Tom Maes - A economia mundial está turbulenta, com alguns setores extremamente atingidos. Por exemplo, o setor do turismo no Brasil, de acordo com o CAGED (Cadastro Geral de Empregados e Desempregados), perdeu mais de 480.000 empregos, 50.000 empresas faliram. Em vez de faturar R$ 270 bilhões como em 2019, o setor faturará apenas R$ 60 bilhões neste ano.

Ao mesmo tempo - graças à digitalização -, o comportamento de compra e as expectativas do consumidor sobre a experiência do usuário mudaram. Mas ainda não sabemos bem o que será o “Novo Normal”. A boa notícia é que o Brasil, segundo pesquisa da JP Morgan, verá menos contração do PIB neste ano do que todos os outros países latinoamericanos.

O Brasil realmente poderia lucrar com, por exemplo, uma mudança nas cadeias de abastecimento mundiais, o aumento das energias renováveis ??e a digitalização. E com isso poderia recapturar parte do terreno que perdeu para outros mercados emergentes nos últimos dez anos. Mas para que isso aconteça precisamos de um bom governo, pois as ações de apoio atuais aumentaram o déficit fiscal, o que por sua vez tornará mais difícil atrair investimentos estrangeiros diretos.

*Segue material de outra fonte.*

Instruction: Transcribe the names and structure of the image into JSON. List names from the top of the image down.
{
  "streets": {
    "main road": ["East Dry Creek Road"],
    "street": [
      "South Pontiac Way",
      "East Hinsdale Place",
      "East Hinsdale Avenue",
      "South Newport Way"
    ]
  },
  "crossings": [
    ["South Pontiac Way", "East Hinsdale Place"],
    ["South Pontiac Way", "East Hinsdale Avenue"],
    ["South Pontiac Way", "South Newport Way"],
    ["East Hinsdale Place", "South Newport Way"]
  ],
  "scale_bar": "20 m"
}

Bom governo significa: (1) Acelerar a Reforma Tributária; (2) Permitir a ratificação e realização do Acordo de Livre Comércio UE-Mercosul; (3) Garantir que o quadro jurídico para investimentos privados permaneça transparente e estável; e (4) Reconhecer plenamente que a Sustentabilidade Social e Ambiental tornou-se um pré-requisito para investimentos.

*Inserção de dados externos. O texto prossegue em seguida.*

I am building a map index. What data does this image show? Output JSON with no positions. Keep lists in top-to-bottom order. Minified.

Belgalux - Conte um pouco sobre seu currículo, trabalho à frente da Lufthansa e no segmento de aviação

Tom Maes - Há algumas semanas, comemorei 25 anos no Grupo Lufthansa. Embora eu tenha apenas 44 anos, acho que isso ilustra o quão atraente é esse setor e as muitas possibilidades que um grupo de companhias aéreas, líder mundial, oferece aos seus colaboradores. Graças ao Grupo Lufthansa, pude aprender e aplicar competências em várias áreas, desde trabalhar como agente de Check-In no aeroporto, projetar experiências de clientes na gestão de produtos, estar perto da tomada de decisões estratégicas como chefe de gabinete do membro do Conselho e vivenciando uma experiência internacional iniciada na Bélgica, indo para a Inglaterra e Alemanha e agora chegando pela América do Sul. Durante esse tempo, sempre fui incentivado a ampliar meus horizontes, por exemplo, fazendo um MBA na Universidade de Iowa, nos Estados Unidos.

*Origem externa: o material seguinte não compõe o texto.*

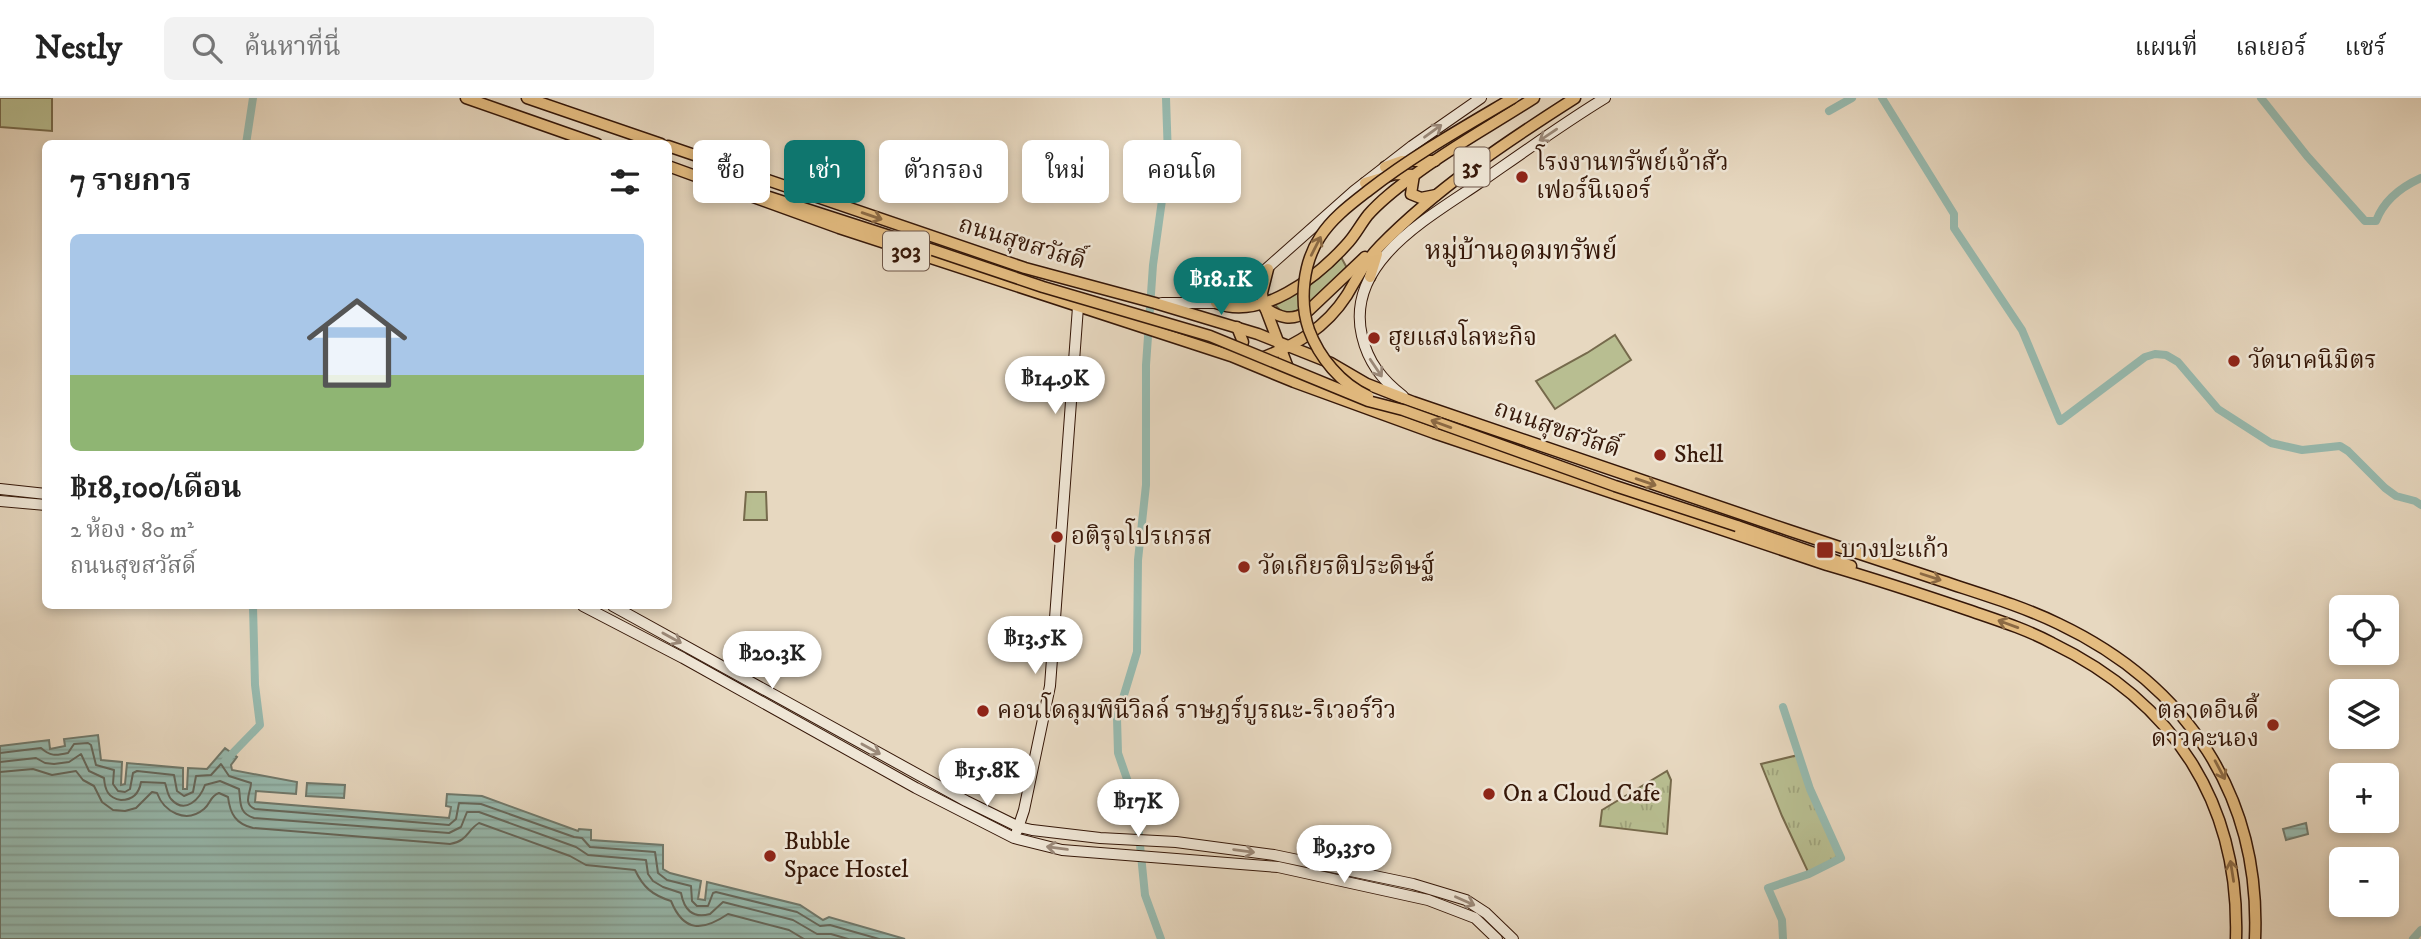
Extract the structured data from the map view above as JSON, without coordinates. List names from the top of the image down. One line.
{"streets":{"main road":["35","ถนนสุขสวัสดิ์","303"]},"crossings":[["35","ถนนสุขสวัสดิ์"]],"districts":["หมู่บ้านอุดมทรัพย์"],"places":{"other":["โรงงานทรัพย์เจ้าสัว เฟอร์นิเจอร์","ฮุยแสงโลหะกิจ","วัดนาคนิมิตร","Shell","อติรุจโปรเกรส","วัดเกียรติประดิษฐ์","คอนโดลุมพินีวิลล์ ราษฎร์บูรณะ-ริเวอร์วิว","ตลาดอินดี้ ดาวคะนอง","On a Cloud Cafe","Bubble Space Hostel"],"transit":["บางปะแก้ว"]},"page":{"header":"Nestly","search":"ค้นหาที่นี่","nav":["แผนที่","เลเยอร์","แชร์"],"chip":["ซื้อ","เช่า","ตัวกรอง","ใหม่","คอนโด"],"heading":"7 รายการ","list":[{"name":"฿18,100/เดือน","note":"2 ห้อง · 80 m² · ถนนสุขสวัสดิ์"}],"price":["฿18.1K","฿14.9K","฿13.5K","฿20.3K","฿15.8K","฿17K","฿9,350"],"map_buttons":["+","−"]}}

Essa variedade de experiências e os desafios contínuos que nosso setor enfrenta é o que me mantém animado em trabalhar para o Grupo Lufthansa, apesar da volatilidade e dos desafios do setor de aviação civil. E os desafios são difíceis e longos. Nossa indústria não se recuperará dos níveis pré-pandêmicos antes de 2025 ou nunca!

Mas é um desafio emocionante e, por último, mas não menos importante, somos uma boa indústria! Construímos pontes entre países e sociedades, facilitando o comércio e o intercâmbio intercultural ao aproximar as pessoas. Vale a pena trabalhar por isso, não é?